Vestimentairement, il a bien entendu l'uniforme scolaire, qu'il porte 'à la cool': manches de chemise négligemment retroussées, pareil pour le pull, la veste -quand il la met- largement ouverte, chemise avec les deux boutons du haut non-mis, cravate dé-serrée, pantalon froissé... Sans oublier les petits accessoires qui font tout: la ceinture, de marque si possible ou l'élastique du boxer dépassant du pantalon, et le bracelet absorbant de tennis, rayé avec parfois marqué quelque chose dessus. Un espèce de débraillement adolescent, en somme.
Sans ça, hors de l'uniforme, il aimera les jeans skinny, moulant bien ses fesses et assez taille basse pour qu'on puisse voir -encore- son élastique de boxer; sans compter les shorts (les shorts en jeans hyper moulant ne sont pas à inclure, navré de vous décevoir) et les bermudas, parfait pour faire bronzer ses gambettes et pouvoir faire du sport en même temps.
En haut, on préconisera les T-shirts, avec un petit logo de grande marque ou un message dessus, et occasionnellement une chemise. Mais pas la chemise Voile-de-bateau, non, la chemise latine. Celle qui colle à la peau et qui laisse apercevoir un cou musqué et chaud comme la braise. Mais bon, ça, malheureusement, ça reste occasionnel.
Pour se couvrir les bras durant l'hiver Portugais (assez frisquet mais surtout très pluvieux), les pulls à zipper casual (bleur fluo, blanc, noir, marron...) seront les bienvenus. On trouvera aussi un pull ou deux col en V, porté les manches retroussées et la ceinture apparente.
Pour finir, au niveau des chaussures, il préférera le confort, mais avec le style. Comprenez là des baskets de villes avec un logo Nike ou Adidas sur le côté, et pour les jours passés dans sa ferme familiale, des sandales, tout simplement.

❧ Ça se passe comment dans votre tête ?
Manuel José Pedro João, comme beaucoup de personnes, a plusieurs faces, dont, en gros, une face publique et une face intime.

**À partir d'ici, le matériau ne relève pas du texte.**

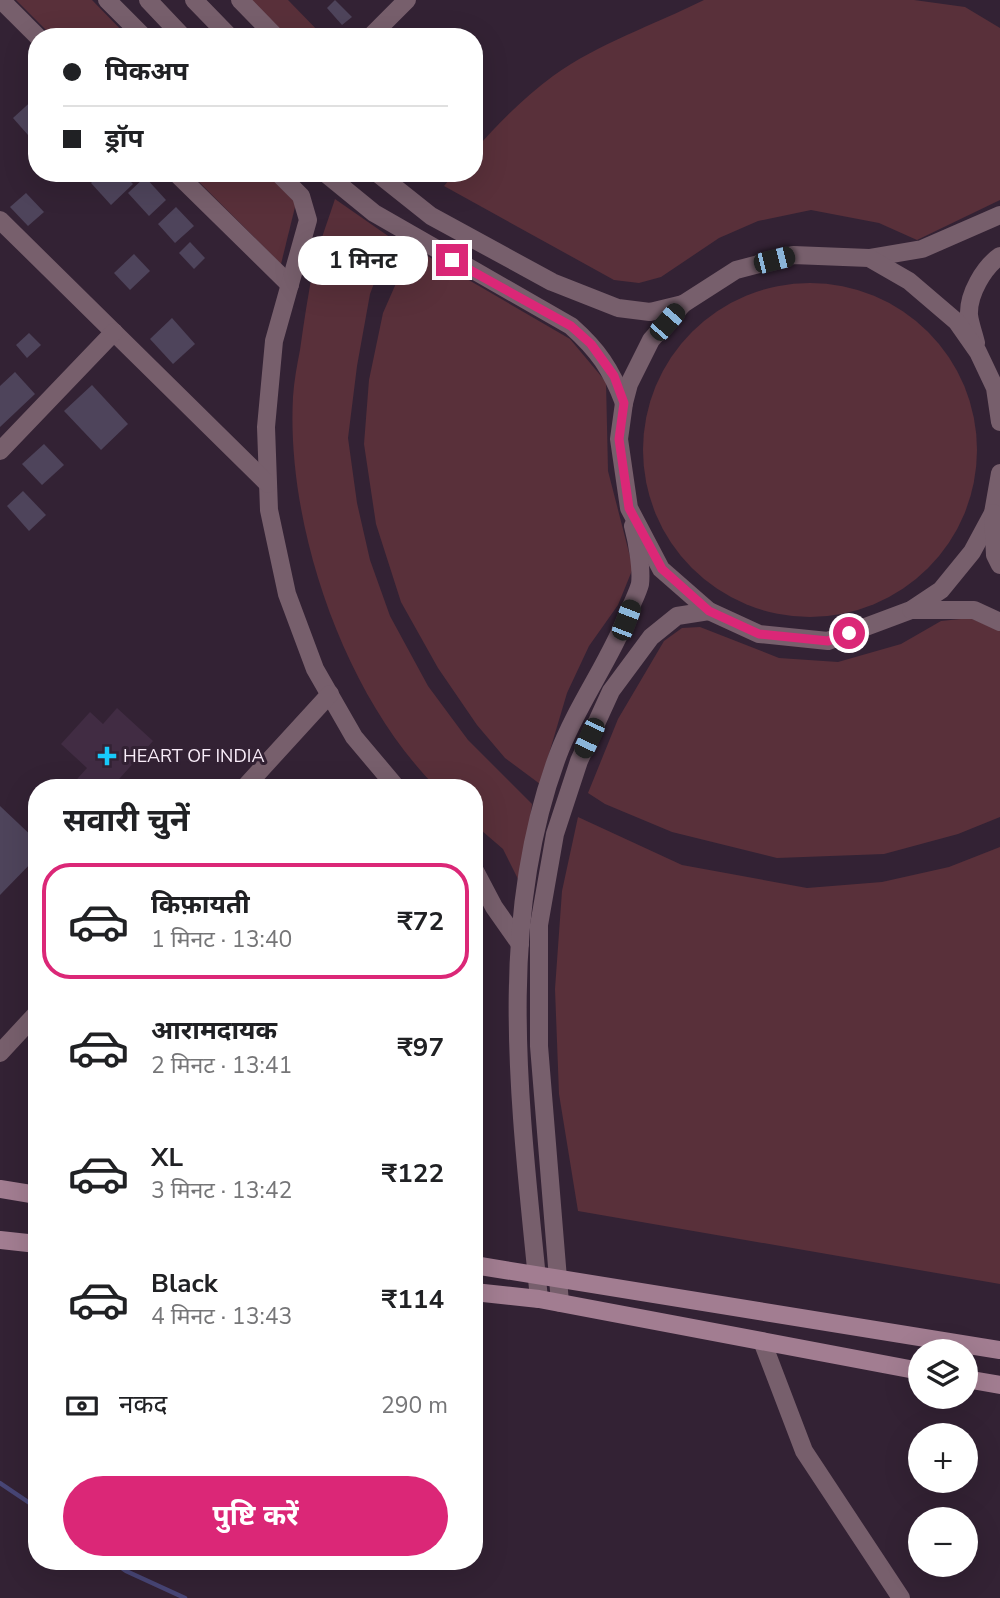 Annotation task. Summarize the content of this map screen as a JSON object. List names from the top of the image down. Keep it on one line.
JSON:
{"places":{"health":["HEART OF INDIA"]},"page":{"banner":["पिकअप","ड्रॉप"],"bubble":"1 मिनट","heading":"सवारी चुनें","list":[{"name":"किफ़ायती","note":"1 मिनट · 13:40","value":"₹72"},{"name":"आरामदायक","note":"2 मिनट · 13:41","value":"₹97"},{"name":"XL","note":"3 मिनट · 13:42","value":"₹122"},{"name":"Black","note":"4 मिनट · 13:43","value":"₹114"}],"map_buttons":["+","−"],"pay":["नकद","290 m"],"buttons":"पुष्टि करें"}} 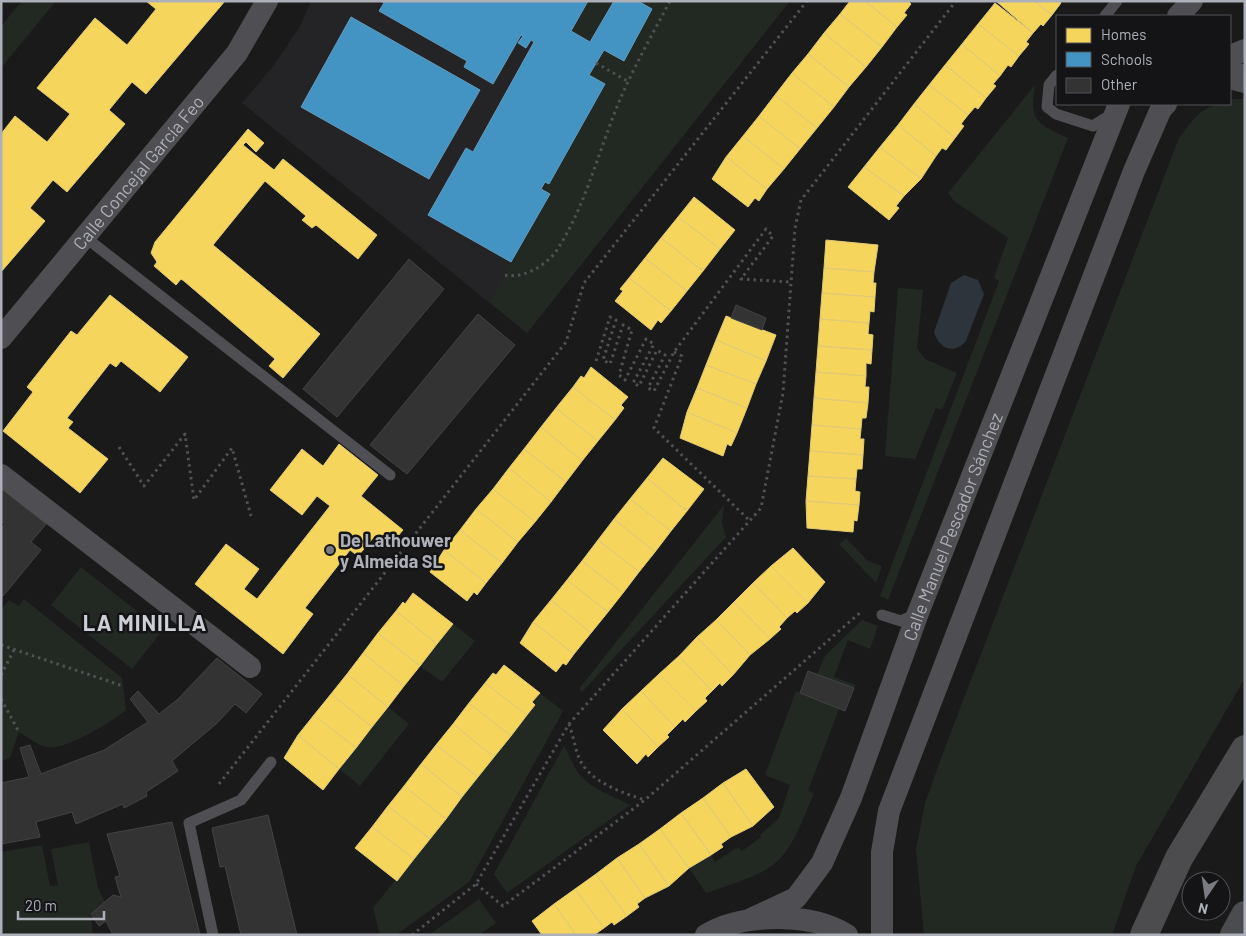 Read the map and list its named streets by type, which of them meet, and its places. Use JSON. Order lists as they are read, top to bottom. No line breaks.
{"streets":{"street":["Calle Concejal García Feo","Calle Manuel Pescador Sánchez"]},"districts":["LA MINILLA"],"places":["De Lathouwer y Almeida SL"],"legend":["Homes","Schools","Other"],"scale_bar":"20 m","north":"bottom"} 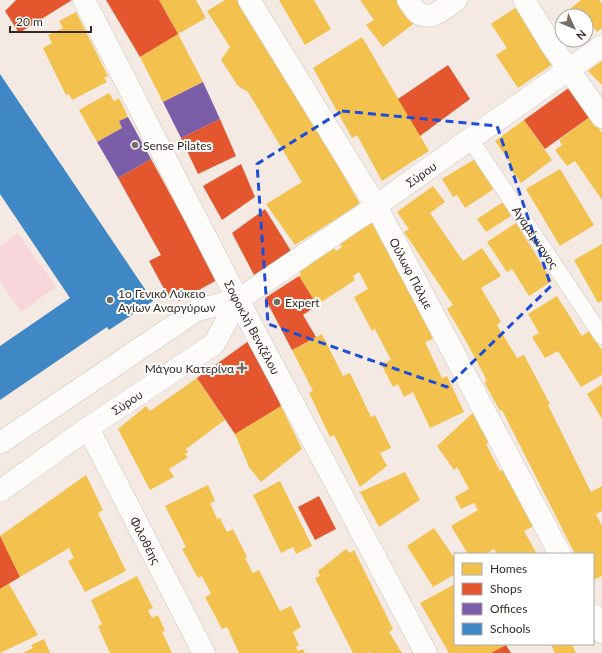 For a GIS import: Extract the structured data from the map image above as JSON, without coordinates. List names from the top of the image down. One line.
{"streets":{"street":["Σύρου","Ούλωφ Πάλμε","Σοφοκλή Βενιζέλου","Φιλοθέης"],"lane":["Αγαμέμνονος"]},"crossings":[["Σύρου","Αγαμέμνονος"],["Σύρου","Ούλωφ Πάλμε"],["Σύρου","Σοφοκλή Βενιζέλου"],["Σύρου","Φιλοθέης"]],"places":{"other":["Sense Pilates","1ο Γενικό Λύκειο Αγίων Αναργύρων","Expert"],"health":["Μάγου Κατερίνα"]},"legend":["Homes","Shops","Offices","Schools"],"scale_bar":"20 m","north":"bottom right"}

Commençons donc par la face publique, la face que tous le monde peut voir: tout d'abord, vu comme ça, le jeune homme aura l'air assez fermé. Enfin, plus précisément, il ne montrera aucun sentiment. Sûrement en train de pianoter sur l'un de ses portables, l'air neutre, peut-être un peu ennuyé, rêveur, lunatique... Dédaigneux? Presque endormi. Quelques mots qui sortent d'entre ses lèvres, pour lui même et pour tout le monde. Une note, la phrase d'une chanson qui lui traverse l'esprit. Rien de plus. Il sera en somme complètement dans sa bulle. Et à un moment, il lèvera les yeux de l'écran lumineux et verra qu'il n'est pas seul, du moins qu'il n'est pas entouré de la végétation de son pays, un criquet ou deux et un lézard qui s'échappe en dessous d'une roche. Non, il est juste au milieu d'élèves lui prêtant plus ou moins d'attention... Il se reprendra alors, ira peut-être se chercher un café bien noir (même si aucun café ne surpasse un bon Delta avec un spéculos sur la soucoupe, prit debout autour d'un comptoir, ou alors un Nicolas dans une tasse minuscule mais puissante sur une terrasse peu ombragée), tout en se demandant ce qu'il va bien pouvoir faire. Cependant, sortit de sa bulle, de ses pensées bien cachée derrière ses prunelles, il sera beaucoup plus enjoué! Quand le Portugais vous a à la bonne, il sera là pour vous, dira ce qu'il a à dire, mais sera à l'écoute de l'autre, lui donnera pour réponse une petite histoire avec quelques mots-béquille en prime, une grande tape virile dans le dos et ça devrait aller mieux. L'une de ses logique est 'Que les choses arrivent, je m'en occuperais à ce moment'. Pas étonnant qu'une chaîne de supermarché Portugais ait pour devise 'Para o seu dia-a-dia', 'Pour son au-jour-le-jour'. Bref. Il aura aussi un sourire doux sur le visage, ou parfois enjoué dans certaines situations fixé sur le visage, un grand rire lui traversant la trachée pour des choses et d'autres.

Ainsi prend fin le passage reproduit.